Inspiegabile e inaccettabile. Feneal Uil, Filca Cisl e Fillea Cgil bollano così la decisione di Cementir di licenziare quasi un terzo dei suoi dipendenti: in tutto 106, 96 operai e 10 quadri e impiegati, distribuiti negli stabilimenti di Taranto (47 ), Arquata Scrivia, in provincia di Alessandria (25), Spoleto, Perugia (21), e Maddaloni, Caserta (10), nel centro di distribuzione di Civitavecchia (2) e nella sede di Roma (1).

A distanza di meno di due mesi dall’acquisto del ramo d’azienda cemento e calcestruzzo della società Sacci, e in un un momento di crescita per il gruppo, che registra un utile di 800 milioni, la decisione di Cementir è, per i sindacati, incomprensibile e incongruente: “Siamo di fronte a un colpo di mannaia immotivato: nello stabilimento di Taranto si prevede il licenziamento di 47 dei 72 operai, proprio alle soglie della scadenza del contratto di solidarietà, che dovevamo ridiscutere e su cui avrebbe pesato positivamente la notizia dell’avvio delle opere di ampliamento del porto. Ad Arquata Scrivia, dove sono previsti 25 licenziamenti, presso la Prefettura era stato raggiunto un accordo per l’assorbimento degli esuberi Cementir, nel caso in cui una delle sue società si fosse aggiudicata i lavori per il Terzo Valico. Ora che la controllata Betontir ha avuto l’appalto, perché quell’accordo non viene rispettato? A Maddaloni, dove sono previsti 10 licenziamenti, il gruppo ha deciso di esternalizzare lo sfruttamento della cava e diventarne cliente".
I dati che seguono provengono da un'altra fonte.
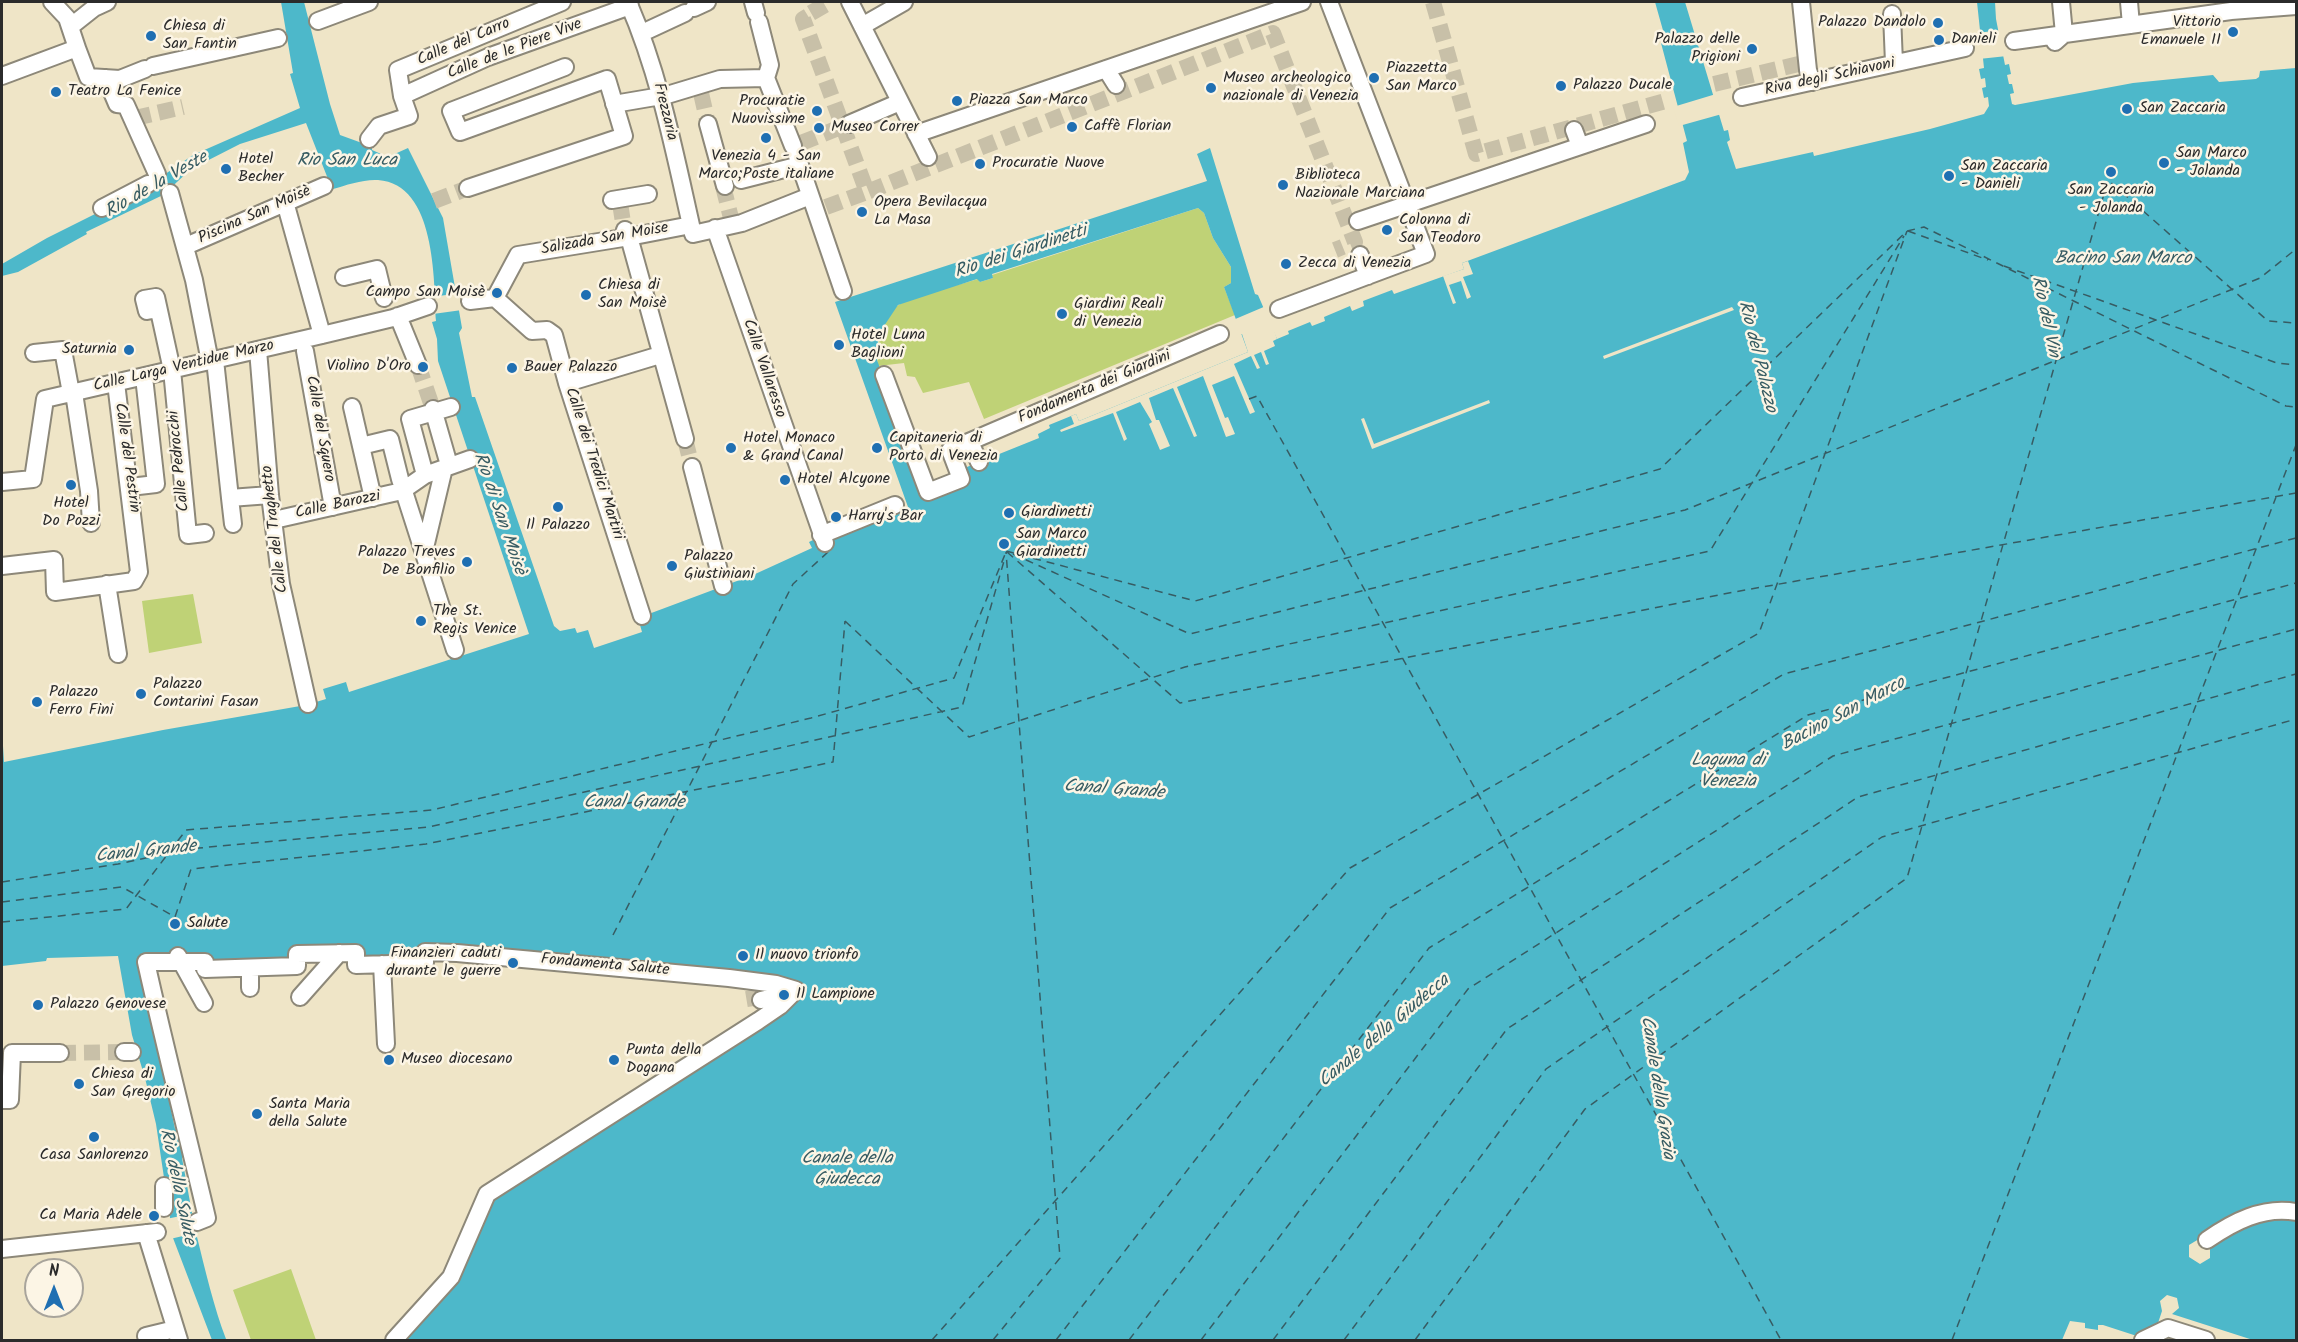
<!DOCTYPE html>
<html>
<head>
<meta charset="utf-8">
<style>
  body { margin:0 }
  #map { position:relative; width:2298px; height:1342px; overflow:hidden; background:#efe5c7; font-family:Kalam,sans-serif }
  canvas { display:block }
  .frame { position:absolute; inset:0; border:3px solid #2b2b2b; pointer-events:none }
  .north { position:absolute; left:24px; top:1258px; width:60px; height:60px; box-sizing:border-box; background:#fcf5e5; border:2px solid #a8a49b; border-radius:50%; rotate:0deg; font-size:16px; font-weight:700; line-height:24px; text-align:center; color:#2b2b2b }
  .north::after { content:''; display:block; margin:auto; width:21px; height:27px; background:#1f6fb2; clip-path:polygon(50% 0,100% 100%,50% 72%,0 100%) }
</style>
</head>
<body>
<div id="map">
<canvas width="2298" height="1342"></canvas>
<div class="frame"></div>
<div class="north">N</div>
</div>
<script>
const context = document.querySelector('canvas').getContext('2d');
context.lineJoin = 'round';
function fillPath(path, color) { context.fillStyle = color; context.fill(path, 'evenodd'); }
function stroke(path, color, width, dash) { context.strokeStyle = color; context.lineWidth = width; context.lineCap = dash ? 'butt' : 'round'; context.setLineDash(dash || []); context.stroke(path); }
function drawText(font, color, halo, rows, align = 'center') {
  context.font = font + ' Kalam,sans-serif'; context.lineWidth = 5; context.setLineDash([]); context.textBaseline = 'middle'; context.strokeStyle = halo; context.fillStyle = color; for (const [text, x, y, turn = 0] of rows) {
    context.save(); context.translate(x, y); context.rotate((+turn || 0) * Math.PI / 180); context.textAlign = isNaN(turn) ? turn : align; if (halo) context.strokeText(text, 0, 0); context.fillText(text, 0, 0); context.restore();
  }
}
const green = new Path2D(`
  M1198 208 1204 213 1213 238 1231 267V283L1224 287 1235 315 984 419 969 382 923 393 915 377 907 376 904 363 878 366C875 347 881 319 897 306 907 298 962 284 978 279L980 282 993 278 992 275Z
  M193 594 202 643 149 653 142 601Z
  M291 1269 316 1340H251L233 1290Z`);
const water = new Path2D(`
  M281 2H304L330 104 340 135 362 143 363 142 372 146V150L388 157 408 148 443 218 462 328 459 333 472 397H475L554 626 560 631 575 628 577 633 588 630 594 648 642 632 638 618 753 575 812 548 809 542 815 539 818 546 875 521 877 523 890 517 889 514 908 507 835 302 1207 181 1197 154 1210 148 1255 294 1258 295 1277 339 1289 334 1288 331 1310 322 1312 326 1325 321 1324 317 1350 306 1352 311 1364 306 1363 301 1392 290 1394 294 1464 269 1462 263 1685 180 1689 172 1683 143 1687 141 1661 43 1666 41 1655 2H1685L1724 131 1728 130 1730 140 1727 142 1736 169 1813 152 1814 156 1930 129 1984 114 1989 106 1988 97 1984 98 1982 88 1986 87 1985 78 1981 79 1979 69 1984 68 1977 2H1995L1996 19 2005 65 2009 64 2011 74 2007 75 2009 84H2012L2014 93 2010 94 2012 104 2015 105 2133 83 2213 75 2219 82 2256 79 2259 77 2260 71 2296 68V1207C2247 1201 2228 1223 2189 1245V1257L2200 1264 2210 1258V1246L2237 1225 2270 1215 2296 1216V1340H2253L2172 1314 2179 1308 2177 1298 2167 1295 2160 1301 2162 1311 2155 1332 2143 1338 2103 1325H2098V1330L2085 1328V1323L2070 1321 2062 1340H402L455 1279 493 1199 804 993V986L798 983 688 969 457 947H420V957L361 959V949L292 951V960L211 964 210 955 140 957 175 1129 180 1132 186 1154 182 1158 192 1213H195L199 1232 196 1233C205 1269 214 1308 226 1339L212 1340 173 1238 156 1124 145 1078 132 1035 118 956 47 958 46 961 2 966V730L4 762 163 730 306 705 326 699 323 689 346 682 349 692 529 634 438 361 437 339 432 322 436 321C434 280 436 184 378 180 364 179 346 185 333 189L332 187 328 188 325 180 328 179 306 123 240 144 191 169 163 195 86 232 87 234 18 272 2 276V264L47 238 139 192 193 155 300 108 290 74 293 73ZM1198 208 1204 213 1213 238 1231 267V283L1224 287 1248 352 1079 421 1076 414 1049 425 1050 428 1038 434 1039 438 962 469 967 482 928 498 877 360 878 342 882 329 898 305 977 279 980 282 993 278 992 274Z`);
const pier = new Path2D(`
  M2001 30 2007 56 1979 59 1977 33Z
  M1716 94 1722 114 1679 126 1673 107Z
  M1468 261 1473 274 1463 277 1471 297 1467 299 1461 281 1449 285 1456 303 1453 304 1443 276 1464 269 1462 263Z
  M460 293 462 310 433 314 432 297Z
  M1266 306 1277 339 1273 341 1275 346 1264 351 1269 364 1266 365 1261 352 1254 355 1260 368 1257 369 1251 356 1234 364 1255 412 1250 414 1234 376 1212 385 1225 418 1228 417 1235 434 1226 437 1203 376 1177 387 1197 436 1194 437 1173 388 1149 398 1156 420H1159L1170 446 1160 450 1149 424 1152 422 1140 402 1116 412 1127 439 1124 441 1113 413 1061 432 1060 430 1074 424 1071 416 1076 414 1079 421 1248 352 1242 334 1239 335 1233 320Z
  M1732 307 1734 310 1604 359 1603 356Z
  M1489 400 1490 403 1372 449 1361 419 1364 418 1374 444Z
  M195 1213 200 1232 170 1239 166 1219Z`);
const ferry = new Path2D(`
  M1908 231 1988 260
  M2004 266 2277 363 2296 365
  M1249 399 1257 396 1781 1340
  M1006 551 1195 601 1660 469 1907 231 1924 227 2286 406 2296 407
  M1007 552 1180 703 1734 592 2296 493
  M1013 554 1190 634 1685 510 2260 278 2296 249
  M845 621 969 737 1185 667 1710 551 1904 236
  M2 882 118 864 188 849 429 827 962 707 1004 561
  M2 902 122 887 175 917 191 869 426 844 833 762 845 621
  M2 922 126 909 186 830 432 810 811 718 954 678 1006 552
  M613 935 793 584 828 552
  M932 1340 1350 868 1759 633 1907 231
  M993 1340 1060 1258 1006 552
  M1056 1340 1390 908 1784 674 2296 538
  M1129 1340 1429 948 1808 715 2296 583
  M1201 1340 1468 989 1833 756 2296 629
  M1273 1340 1507 1029 1858 797 2296 674
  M1344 1340 1546 1069 1882 837 2296 719
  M1415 1340 1585 1109 1907 878 2108 180 2268 321 2296 323
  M1952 1340 2296 445`);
const pedestrianTunnel = new Path2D(`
  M1433 2 1476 154 1669 100
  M811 13 830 2
  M808 16 803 19 867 192 1273 33 1355 242 1335 250
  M1714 84 1807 62
  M701 93 708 124
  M135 118 183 107
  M801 143 846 125
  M723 186 731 218
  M434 201 468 188
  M620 203 624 229
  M826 207 867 192
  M418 365 433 409
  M685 439 692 467
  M753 990 757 1014
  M60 1053 124 1052`);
const pedestrian = new Path2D(`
  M52 2 67 18 70 27
  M628 2C660 75 675 155 693 234L742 223 810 196
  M753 2 756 13
  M850 2 928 157
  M1801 2 1808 70 1812 82
  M2129 2 2131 25
  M694 8 707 2
  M1892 14 1894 63
  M318 21 369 2
  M759 22 770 65 766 78 793 146
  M862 26 904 2
  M642 33 685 13
  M2014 41 2231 11 2296 6
  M2055 42 2064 34 2061 2
  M77 48 88 77 120 79 145 69
  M153 66 278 38
  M1106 69 1116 85
  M2 76 77 48 70 27 94 8 107 2
  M106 78 117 104 126 105 157 174
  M402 96 488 57 630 6
  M1742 97 1965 48
  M614 104 667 95 720 79 766 78
  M708 124 725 186
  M849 124 900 102
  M1574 130 1580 146
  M916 134 1302 2
  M369 139 379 126 409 116 402 96 398 70 562 2
  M800 165 843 291
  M741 180 800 165 797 156
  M468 188 624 136 607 79 460 132 451 111 565 67
  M170 193 194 280 210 362
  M612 200 648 194
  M285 202 322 335
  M102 208 148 184
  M1358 221 1646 124
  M715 228 825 543
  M625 230 629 237 685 439
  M186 246 324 186
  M1360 255 1368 276
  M344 277 377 269 384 298
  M495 298 532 331 547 330 554 335 567 383 642 616
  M470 301 495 298 518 255 629 237 691 225
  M158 309 147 311 144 299 156 297 172 370 188 535 205 533
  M1279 309 1426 254 1329 2
  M398 316 418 365
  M258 350 270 495 281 584 308 704
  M305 351 333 507
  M34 353 63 350 71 393
  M215 360 230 498 270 495
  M884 375 928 492 961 479 950 450 1220 334
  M567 383 660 355
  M74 393 89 491 91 523
  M352 407 373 498
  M451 407 410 419 425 475 470 459
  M433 409 449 465
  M970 442 979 462
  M361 446 390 439 400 479 455 650
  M692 467 723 586
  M2 482 33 479 45 399 322 335 393 318 428 306
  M130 487 156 484 144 377
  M230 498 233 524
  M274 520 402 491 425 475
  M821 535 895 505
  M424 552 444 468
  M2 566 54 560 55 592 134 581 139 572 116 383
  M107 584 118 654
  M178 956 204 1003
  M382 964 386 1044
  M250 968V988
  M300 997 339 953
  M761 1000 778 996
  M124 1052H132
  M12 1053H60
  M2 1100H10L12 1053
  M164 1186V1208
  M197 1222 207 1218C187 1133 165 1048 146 962H205V969L297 966V954L356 953V965L425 963V952L457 953 729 978 776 984 796 990 780 1006 758 1021 487 1194 451 1277 394 1340
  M146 1233 179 1340
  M2207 1240C2233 1222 2263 1206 2296 1212
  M2 1249 157 1232
  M146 1336 175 1329
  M2143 1340 2168 1328 2206 1340`);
const markers = [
  [1938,23,6,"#1f6fb2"],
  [2233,32,6,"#1f6fb2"],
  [151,36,6,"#1f6fb2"],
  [1939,40,6,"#1f6fb2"],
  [1752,49,6,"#1f6fb2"],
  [1374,78,6,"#1f6fb2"],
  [1561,86,6,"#1f6fb2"],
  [1211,88,6,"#1f6fb2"],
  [56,92,6,"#1f6fb2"],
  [957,101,6,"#1f6fb2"],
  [2127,109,6,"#1f6fb2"],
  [817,111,6,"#1f6fb2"],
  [1072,127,6,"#1f6fb2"],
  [819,128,6,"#1f6fb2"],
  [766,138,6,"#1f6fb2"],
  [2164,163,6,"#1f6fb2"],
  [980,164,6,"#1f6fb2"],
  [226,169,6,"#1f6fb2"],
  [2111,172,6,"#1f6fb2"],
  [1949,176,6,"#1f6fb2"],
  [1283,185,6,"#1f6fb2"],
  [862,212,6,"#1f6fb2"],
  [1387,230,6,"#1f6fb2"],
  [1286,264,6,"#1f6fb2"],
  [497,293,6,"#1f6fb2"],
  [586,295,6,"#1f6fb2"],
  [1062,314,6,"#1f6fb2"],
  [839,345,6,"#1f6fb2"],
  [129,350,6,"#1f6fb2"],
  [423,367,6,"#1f6fb2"],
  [512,368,6,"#1f6fb2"],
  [731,448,6,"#1f6fb2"],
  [877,448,6,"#1f6fb2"],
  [785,480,6,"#1f6fb2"],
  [71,485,6,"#1f6fb2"],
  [558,507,6,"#1f6fb2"],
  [1009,513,6,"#1f6fb2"],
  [836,517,6,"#1f6fb2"],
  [1004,544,6,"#1f6fb2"],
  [467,562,6,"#1f6fb2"],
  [672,566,6,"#1f6fb2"],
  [421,621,6,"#1f6fb2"],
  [141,694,6,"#1f6fb2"],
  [37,702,6,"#1f6fb2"],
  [175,924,6,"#1f6fb2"],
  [743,956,6,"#1f6fb2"],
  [513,963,6,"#1f6fb2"],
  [784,995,6,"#1f6fb2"],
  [38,1005,6,"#1f6fb2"],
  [389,1060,6,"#1f6fb2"],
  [614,1060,6,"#1f6fb2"],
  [79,1084,6,"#1f6fb2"],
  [257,1114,6,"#1f6fb2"],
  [94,1137,6,"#1f6fb2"],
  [154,1216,6,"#1f6fb2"]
];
const poiNames = [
  ["Palazzo Dandolo",1926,23,"right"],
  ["Vittorio",2221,23,"right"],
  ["Emanuele II",2221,41,"right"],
  ["Chiesa di",163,27],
  ["San Fantin",163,45],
  ["Palazzo delle",1740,40,"right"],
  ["Prigioni",1740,58,"right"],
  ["Danieli",1951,40],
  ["Piazzetta",1386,69],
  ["San Marco",1386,87],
  ["Museo archeologico",1223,79],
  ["nazionale di Venezia",1223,97],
  ["Palazzo Ducale",1573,86],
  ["Teatro La Fenice",68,92],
  ["Piazza San Marco",969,101],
  ["Procuratie",805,102,"right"],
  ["Nuovissime",805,120,"right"],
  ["San Zaccaria",2139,109],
  ["Caffè Florian",1084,127],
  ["Museo Correr",831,128],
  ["San Marco",2176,154],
  ["- Jolanda",2176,172],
  ["Venezia 4 - San",766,157,"center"],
  ["Marco;Poste italiane",766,175,"center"],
  ["Hotel",238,160],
  ["Becher",238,178],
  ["Procuratie Nuove",992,164],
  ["San Zaccaria",1961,167],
  ["- Danieli",1961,185],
  ["Biblioteca",1295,176],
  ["Nazionale Marciana",1295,194],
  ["San Zaccaria",2111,191,"center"],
  ["- Jolanda",2111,209,"center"],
  ["Opera Bevilacqua",874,203],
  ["La Masa",874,221],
  ["Colonna di",1399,221],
  ["San Teodoro",1399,239],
  ["Zecca di Venezia",1298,264],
  ["Chiesa di",598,286],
  ["San Moisè",598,304],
  ["Campo San Moisè",485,293,"right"],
  ["Giardini Reali",1074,305],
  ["di Venezia",1074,323],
  ["Hotel Luna",851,336],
  ["Baglioni",851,354],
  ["Saturnia",117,350,"right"],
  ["Violino D'Oro",411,367,"right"],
  ["Bauer Palazzo",524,368],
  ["Hotel Monaco",743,439],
  ["& Grand Canal",743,457],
  ["Capitaneria di",889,439],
  ["Porto di Venezia",889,457],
  ["Hotel Alcyone",797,480],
  ["Hotel",71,504,"center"],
  ["Do Pozzi",71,522,"center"],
  ["Giardinetti",1021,513],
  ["Harry's Bar",848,517],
  ["Il Palazzo",558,526,"center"],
  ["San Marco",1016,535],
  ["Giardinetti",1016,553],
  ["Palazzo Treves",455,553,"right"],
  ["De Bonfilio",455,571,"right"],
  ["Palazzo",684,557],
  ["Giustiniani",684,575],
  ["The St.",433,612],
  ["Regis Venice",433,630],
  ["Palazzo",153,685],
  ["Contarini Fasan",153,703],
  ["Palazzo",49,693],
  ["Ferro Fini",49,711],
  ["Salute",187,924],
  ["Finanzieri caduti",501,954,"right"],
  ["durante le guerre",501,972,"right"],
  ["Il nuovo trionfo",755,956],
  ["Il Lampione",796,995],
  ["Palazzo Genovese",50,1005],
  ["Punta della",626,1051],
  ["Dogana",626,1069],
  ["Museo diocesano",401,1060],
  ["Chiesa di",91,1075],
  ["San Gregorio",91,1093],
  ["Santa Maria",269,1105],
  ["della Salute",269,1123],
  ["Casa Sanlorenzo",94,1156,"center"],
  ["Ca Maria Adele",142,1216,"right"]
];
const streetNames = [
  ["Calle del Carro",464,43,-23],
  ["Calle de le Piere Vive",515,50,-21],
  ["Riva degli Schiavoni",1830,78,-12],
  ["Frezzaria",664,112,76],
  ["Piscina San Moisè",255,216,-24],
  ["Salizada San Moise",605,240,-10],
  ["Calle Larga Ventidue Marzo",184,367,-13],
  ["Calle Vallaresso",763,369,71],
  ["Fondamenta dei Giardini",1095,388,-23],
  ["Calle del Squero",319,429,80],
  ["Calle del Pestrin",126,458,82],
  ["Calle Pedrocchi",180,461,-96],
  ["Calle dei Tredici Martiri",593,464,72],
  ["Calle Barozzi",338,506,-12],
  ["Calle del Traghetto",276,529,-97],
  ["Fondamenta Salute",605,966,5]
];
const waterNames = [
  ["Rio San Luca",347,162],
  ["Rio de la Veste",157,186,-30],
  ["Rio dei Giardinetti",1021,253,-18],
  ["Bacino San Marco",2123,260],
  ["Rio del Vin",2044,317,78],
  ["Rio del Palazzo",1756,357,76],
  ["Rio di San Moisè",498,514,71],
  ["Bacino San Marco",1844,715,-28],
  ["Laguna di",1728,762],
  ["Venezia",1728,783],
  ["Canal Grande",1114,791,4],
  ["Canal Grande",634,804],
  ["Canal Grande",146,853,-6],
  ["Canale della Giudecca",1385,1032,-40],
  ["Canale della Grazia",1656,1088,81],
  ["Canale della",847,1160],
  ["Giudecca",847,1181],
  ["Rio della Salute",176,1187,78]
];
fillPath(green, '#bfd276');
fillPath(water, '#4db8ca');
fillPath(pier, '#efe5c7');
stroke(ferry, '#375c63', 1.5, [8, 6]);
stroke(pedestrianTunnel, '#c8c0a8', 16, [16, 8]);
stroke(pedestrian, '#8d8879', 20);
stroke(pedestrian, '#fff', 16);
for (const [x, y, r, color] of markers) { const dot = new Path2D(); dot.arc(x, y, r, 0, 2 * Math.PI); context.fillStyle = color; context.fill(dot); stroke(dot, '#fcf5e5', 2); }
drawText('16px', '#2b2b2b', '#fcf5e5', poiNames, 'left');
drawText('16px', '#2b2b2b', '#fcf5e5', streetNames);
drawText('italic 18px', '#375c63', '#fcf5e5', waterNames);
</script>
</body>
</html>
Dalle organizzazioni dei lavoratori, quindi, la richiesta ai vertici del gruppo di “ritirare immediatamente la procedura dei licenziamenti collettivi e d'incontrarci quanto prima, per definire una via d’uscita in grado di scongiurare una vera tragedia sociale per 106 famiglie italiane. Nei prossimi giorni si riunirà a Roma il coordinamento delle Rsu, che deciderà le iniziative di mobilitazione da prendere sui territori interessati”, concludono le sigle delle costruzioni.